§ YOUR GOAL
Filter the entries and keep only the lines where the string "lane" appears.

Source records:
▽
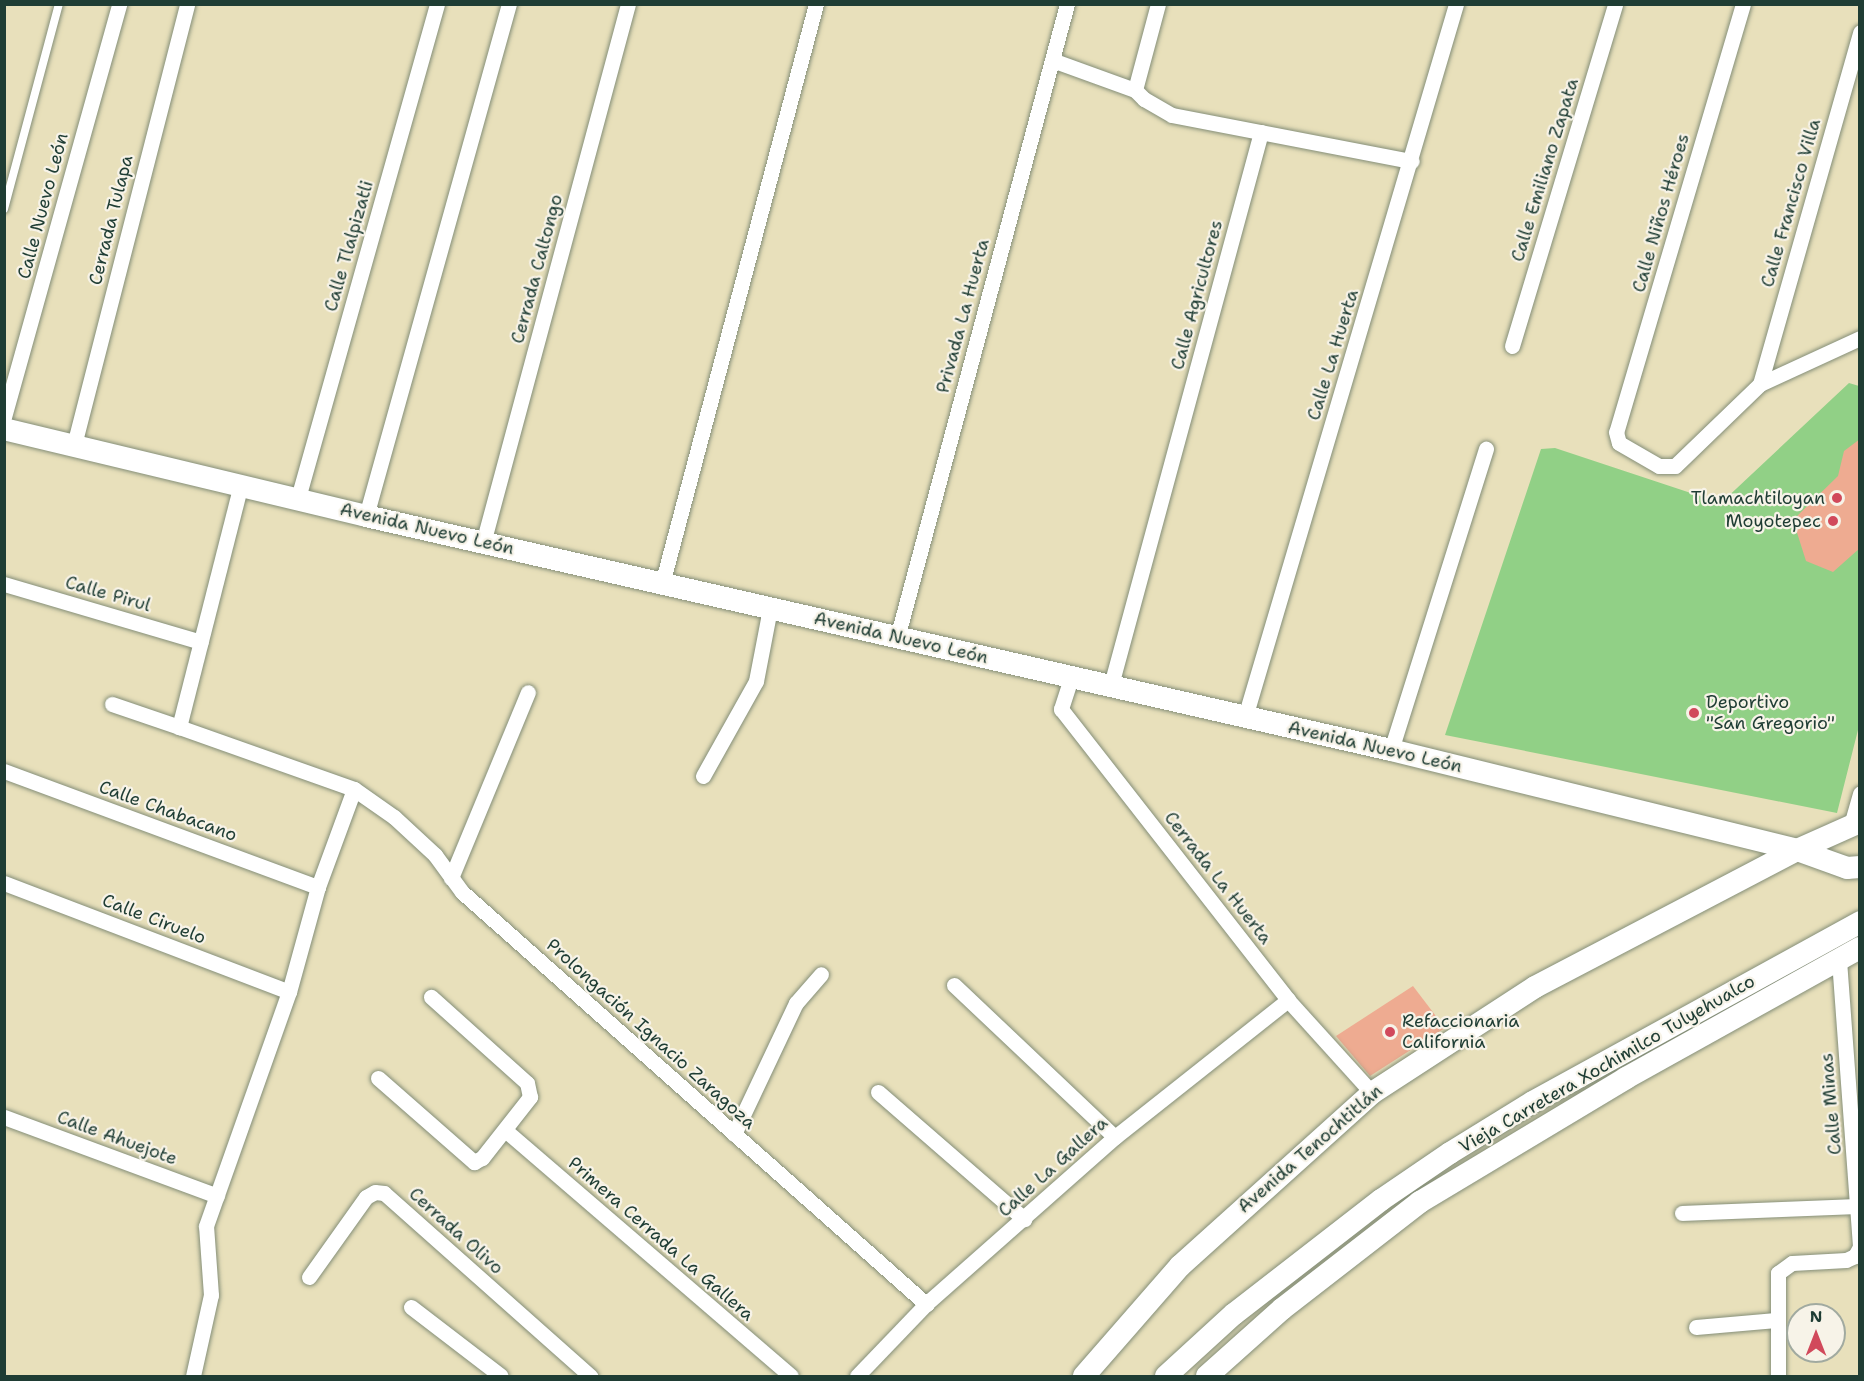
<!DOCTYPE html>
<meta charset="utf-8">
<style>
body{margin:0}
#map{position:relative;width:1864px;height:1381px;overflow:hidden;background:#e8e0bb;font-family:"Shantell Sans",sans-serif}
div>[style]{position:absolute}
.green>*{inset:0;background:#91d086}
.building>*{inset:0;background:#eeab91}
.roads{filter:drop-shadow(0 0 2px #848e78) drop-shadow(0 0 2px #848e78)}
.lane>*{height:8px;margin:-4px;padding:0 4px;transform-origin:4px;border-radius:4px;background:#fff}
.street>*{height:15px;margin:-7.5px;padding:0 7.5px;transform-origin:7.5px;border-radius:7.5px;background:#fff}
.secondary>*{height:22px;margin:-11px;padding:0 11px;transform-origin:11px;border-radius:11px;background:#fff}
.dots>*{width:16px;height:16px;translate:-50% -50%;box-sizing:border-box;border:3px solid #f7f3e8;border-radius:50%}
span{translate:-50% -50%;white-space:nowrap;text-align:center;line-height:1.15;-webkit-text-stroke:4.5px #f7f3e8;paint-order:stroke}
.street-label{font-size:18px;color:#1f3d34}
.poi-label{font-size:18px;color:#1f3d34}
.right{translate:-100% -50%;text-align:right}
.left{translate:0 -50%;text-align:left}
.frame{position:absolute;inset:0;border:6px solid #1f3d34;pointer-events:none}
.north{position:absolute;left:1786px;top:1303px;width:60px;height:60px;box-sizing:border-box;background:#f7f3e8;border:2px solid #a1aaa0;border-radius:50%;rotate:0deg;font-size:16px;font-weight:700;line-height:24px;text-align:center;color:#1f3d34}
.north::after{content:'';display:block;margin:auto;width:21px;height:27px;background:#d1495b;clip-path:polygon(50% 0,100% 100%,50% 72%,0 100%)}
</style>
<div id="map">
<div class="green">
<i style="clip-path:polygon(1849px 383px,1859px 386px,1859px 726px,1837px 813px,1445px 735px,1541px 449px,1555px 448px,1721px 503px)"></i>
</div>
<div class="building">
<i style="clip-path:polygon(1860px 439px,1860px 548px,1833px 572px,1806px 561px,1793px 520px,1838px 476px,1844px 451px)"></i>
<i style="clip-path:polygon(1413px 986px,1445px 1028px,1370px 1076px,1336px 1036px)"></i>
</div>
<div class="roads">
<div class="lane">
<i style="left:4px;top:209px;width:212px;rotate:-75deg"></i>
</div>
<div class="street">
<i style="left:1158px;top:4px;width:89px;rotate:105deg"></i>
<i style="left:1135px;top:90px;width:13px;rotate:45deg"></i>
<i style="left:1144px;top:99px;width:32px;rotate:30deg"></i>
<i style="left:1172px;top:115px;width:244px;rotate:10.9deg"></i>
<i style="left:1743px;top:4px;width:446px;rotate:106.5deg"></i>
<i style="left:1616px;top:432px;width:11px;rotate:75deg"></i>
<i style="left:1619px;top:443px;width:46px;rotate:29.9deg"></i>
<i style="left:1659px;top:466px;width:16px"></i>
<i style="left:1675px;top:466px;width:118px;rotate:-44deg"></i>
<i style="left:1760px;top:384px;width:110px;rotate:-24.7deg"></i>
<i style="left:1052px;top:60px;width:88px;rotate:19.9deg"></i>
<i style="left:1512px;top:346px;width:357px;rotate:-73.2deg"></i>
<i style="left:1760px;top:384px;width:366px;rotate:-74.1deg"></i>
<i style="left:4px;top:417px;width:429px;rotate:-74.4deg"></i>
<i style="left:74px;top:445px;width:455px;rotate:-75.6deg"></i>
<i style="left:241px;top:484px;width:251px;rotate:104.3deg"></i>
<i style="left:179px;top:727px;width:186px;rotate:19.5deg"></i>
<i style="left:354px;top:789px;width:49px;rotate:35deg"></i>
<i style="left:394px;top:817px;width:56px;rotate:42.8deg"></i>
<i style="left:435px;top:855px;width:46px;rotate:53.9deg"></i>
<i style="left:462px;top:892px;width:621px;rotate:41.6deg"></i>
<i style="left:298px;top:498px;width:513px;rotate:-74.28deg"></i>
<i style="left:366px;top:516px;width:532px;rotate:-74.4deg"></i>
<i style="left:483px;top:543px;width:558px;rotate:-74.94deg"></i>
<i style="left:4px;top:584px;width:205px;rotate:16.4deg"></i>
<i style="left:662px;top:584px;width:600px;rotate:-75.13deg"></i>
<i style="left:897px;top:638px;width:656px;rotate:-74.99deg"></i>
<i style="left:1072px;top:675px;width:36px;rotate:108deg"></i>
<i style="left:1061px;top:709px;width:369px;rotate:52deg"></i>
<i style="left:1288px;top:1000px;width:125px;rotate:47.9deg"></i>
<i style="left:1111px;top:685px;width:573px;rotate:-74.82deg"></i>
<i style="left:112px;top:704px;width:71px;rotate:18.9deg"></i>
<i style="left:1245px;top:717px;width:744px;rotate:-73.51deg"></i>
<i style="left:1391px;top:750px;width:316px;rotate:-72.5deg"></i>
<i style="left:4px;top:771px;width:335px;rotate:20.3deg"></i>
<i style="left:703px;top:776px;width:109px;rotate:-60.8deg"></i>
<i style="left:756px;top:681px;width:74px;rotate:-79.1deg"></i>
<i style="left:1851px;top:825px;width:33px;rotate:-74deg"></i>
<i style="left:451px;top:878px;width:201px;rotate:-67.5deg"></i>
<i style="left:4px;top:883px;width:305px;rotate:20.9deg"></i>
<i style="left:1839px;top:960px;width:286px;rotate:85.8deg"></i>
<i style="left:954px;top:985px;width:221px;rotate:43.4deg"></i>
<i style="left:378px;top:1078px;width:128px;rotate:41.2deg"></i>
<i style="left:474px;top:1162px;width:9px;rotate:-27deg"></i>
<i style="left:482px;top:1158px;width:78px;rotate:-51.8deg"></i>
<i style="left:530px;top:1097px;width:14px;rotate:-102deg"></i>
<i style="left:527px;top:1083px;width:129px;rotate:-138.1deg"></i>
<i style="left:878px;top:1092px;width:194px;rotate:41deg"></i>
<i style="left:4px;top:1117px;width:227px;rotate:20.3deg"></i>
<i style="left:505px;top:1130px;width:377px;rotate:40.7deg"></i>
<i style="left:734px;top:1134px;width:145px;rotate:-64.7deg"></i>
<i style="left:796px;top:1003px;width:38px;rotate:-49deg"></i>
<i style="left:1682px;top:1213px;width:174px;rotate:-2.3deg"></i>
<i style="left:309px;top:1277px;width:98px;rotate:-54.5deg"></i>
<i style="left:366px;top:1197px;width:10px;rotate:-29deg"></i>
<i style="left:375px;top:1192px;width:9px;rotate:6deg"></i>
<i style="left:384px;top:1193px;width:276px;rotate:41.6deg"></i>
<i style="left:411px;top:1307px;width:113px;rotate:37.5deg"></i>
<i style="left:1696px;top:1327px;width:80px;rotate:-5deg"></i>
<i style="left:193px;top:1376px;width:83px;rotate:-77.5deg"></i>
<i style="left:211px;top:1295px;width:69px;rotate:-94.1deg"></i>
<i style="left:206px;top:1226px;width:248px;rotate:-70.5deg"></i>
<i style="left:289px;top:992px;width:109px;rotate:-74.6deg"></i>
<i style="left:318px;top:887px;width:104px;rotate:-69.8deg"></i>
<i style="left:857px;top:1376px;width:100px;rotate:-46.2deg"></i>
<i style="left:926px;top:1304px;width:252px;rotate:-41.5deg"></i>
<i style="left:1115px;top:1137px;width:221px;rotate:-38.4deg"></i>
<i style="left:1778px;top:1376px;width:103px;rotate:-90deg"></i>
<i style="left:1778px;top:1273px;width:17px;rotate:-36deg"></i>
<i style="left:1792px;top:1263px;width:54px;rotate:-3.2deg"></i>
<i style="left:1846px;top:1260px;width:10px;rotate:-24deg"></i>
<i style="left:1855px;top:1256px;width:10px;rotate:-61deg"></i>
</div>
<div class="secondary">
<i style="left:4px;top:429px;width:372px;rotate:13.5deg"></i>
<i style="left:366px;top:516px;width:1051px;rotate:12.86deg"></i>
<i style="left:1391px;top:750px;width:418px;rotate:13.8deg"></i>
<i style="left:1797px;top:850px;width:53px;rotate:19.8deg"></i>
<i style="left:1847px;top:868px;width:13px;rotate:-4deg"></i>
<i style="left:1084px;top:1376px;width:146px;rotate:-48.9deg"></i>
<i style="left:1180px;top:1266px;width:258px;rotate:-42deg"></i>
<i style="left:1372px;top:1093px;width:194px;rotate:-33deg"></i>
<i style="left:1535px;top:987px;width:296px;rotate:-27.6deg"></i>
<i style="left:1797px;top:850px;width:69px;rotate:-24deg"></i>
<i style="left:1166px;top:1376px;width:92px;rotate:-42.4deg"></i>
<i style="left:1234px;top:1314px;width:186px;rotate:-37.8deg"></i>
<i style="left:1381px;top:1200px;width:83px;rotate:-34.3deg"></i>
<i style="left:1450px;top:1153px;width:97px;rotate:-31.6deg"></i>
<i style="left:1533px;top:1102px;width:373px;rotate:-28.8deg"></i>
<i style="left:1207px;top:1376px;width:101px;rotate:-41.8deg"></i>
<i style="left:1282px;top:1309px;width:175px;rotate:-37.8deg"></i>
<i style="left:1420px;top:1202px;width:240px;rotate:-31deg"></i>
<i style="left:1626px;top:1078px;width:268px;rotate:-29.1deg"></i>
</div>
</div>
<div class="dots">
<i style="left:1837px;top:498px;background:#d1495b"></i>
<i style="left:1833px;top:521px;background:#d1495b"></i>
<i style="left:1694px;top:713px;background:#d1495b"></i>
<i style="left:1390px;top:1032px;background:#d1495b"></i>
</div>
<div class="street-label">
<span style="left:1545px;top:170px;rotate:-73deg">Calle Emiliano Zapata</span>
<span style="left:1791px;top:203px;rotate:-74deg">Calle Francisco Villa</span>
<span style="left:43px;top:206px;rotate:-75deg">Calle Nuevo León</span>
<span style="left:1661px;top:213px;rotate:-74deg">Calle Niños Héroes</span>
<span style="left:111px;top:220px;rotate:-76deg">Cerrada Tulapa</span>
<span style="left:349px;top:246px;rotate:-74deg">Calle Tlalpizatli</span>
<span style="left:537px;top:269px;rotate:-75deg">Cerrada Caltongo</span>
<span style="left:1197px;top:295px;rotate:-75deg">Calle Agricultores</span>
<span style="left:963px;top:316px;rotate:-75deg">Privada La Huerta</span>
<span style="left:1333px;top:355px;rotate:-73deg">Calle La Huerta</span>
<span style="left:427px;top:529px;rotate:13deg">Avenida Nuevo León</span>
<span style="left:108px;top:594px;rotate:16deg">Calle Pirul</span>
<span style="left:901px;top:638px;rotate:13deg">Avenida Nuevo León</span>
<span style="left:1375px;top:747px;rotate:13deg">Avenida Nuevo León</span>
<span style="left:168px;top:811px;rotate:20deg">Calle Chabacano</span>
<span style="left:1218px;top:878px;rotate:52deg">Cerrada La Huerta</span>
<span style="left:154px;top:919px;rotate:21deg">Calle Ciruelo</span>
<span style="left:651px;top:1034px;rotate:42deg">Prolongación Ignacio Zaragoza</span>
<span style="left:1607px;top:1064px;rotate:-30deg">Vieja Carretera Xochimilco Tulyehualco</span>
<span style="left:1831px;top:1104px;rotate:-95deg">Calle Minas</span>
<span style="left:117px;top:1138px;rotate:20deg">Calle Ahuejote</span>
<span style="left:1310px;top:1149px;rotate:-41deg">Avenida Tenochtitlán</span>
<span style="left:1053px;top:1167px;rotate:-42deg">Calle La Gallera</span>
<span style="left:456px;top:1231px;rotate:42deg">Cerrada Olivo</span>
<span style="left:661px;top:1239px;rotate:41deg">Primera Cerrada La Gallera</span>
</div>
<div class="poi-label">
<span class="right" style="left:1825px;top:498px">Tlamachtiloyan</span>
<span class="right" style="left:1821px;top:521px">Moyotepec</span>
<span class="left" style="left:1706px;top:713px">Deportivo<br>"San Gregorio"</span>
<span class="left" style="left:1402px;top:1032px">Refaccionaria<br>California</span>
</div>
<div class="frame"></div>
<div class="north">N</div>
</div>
△
§ COMPLETED TASK
.lane>*{height:8px;margin:-4px;padding:0 4px;transform-origin:4px;border-radius:4px;background:#fff}
<div class="lane">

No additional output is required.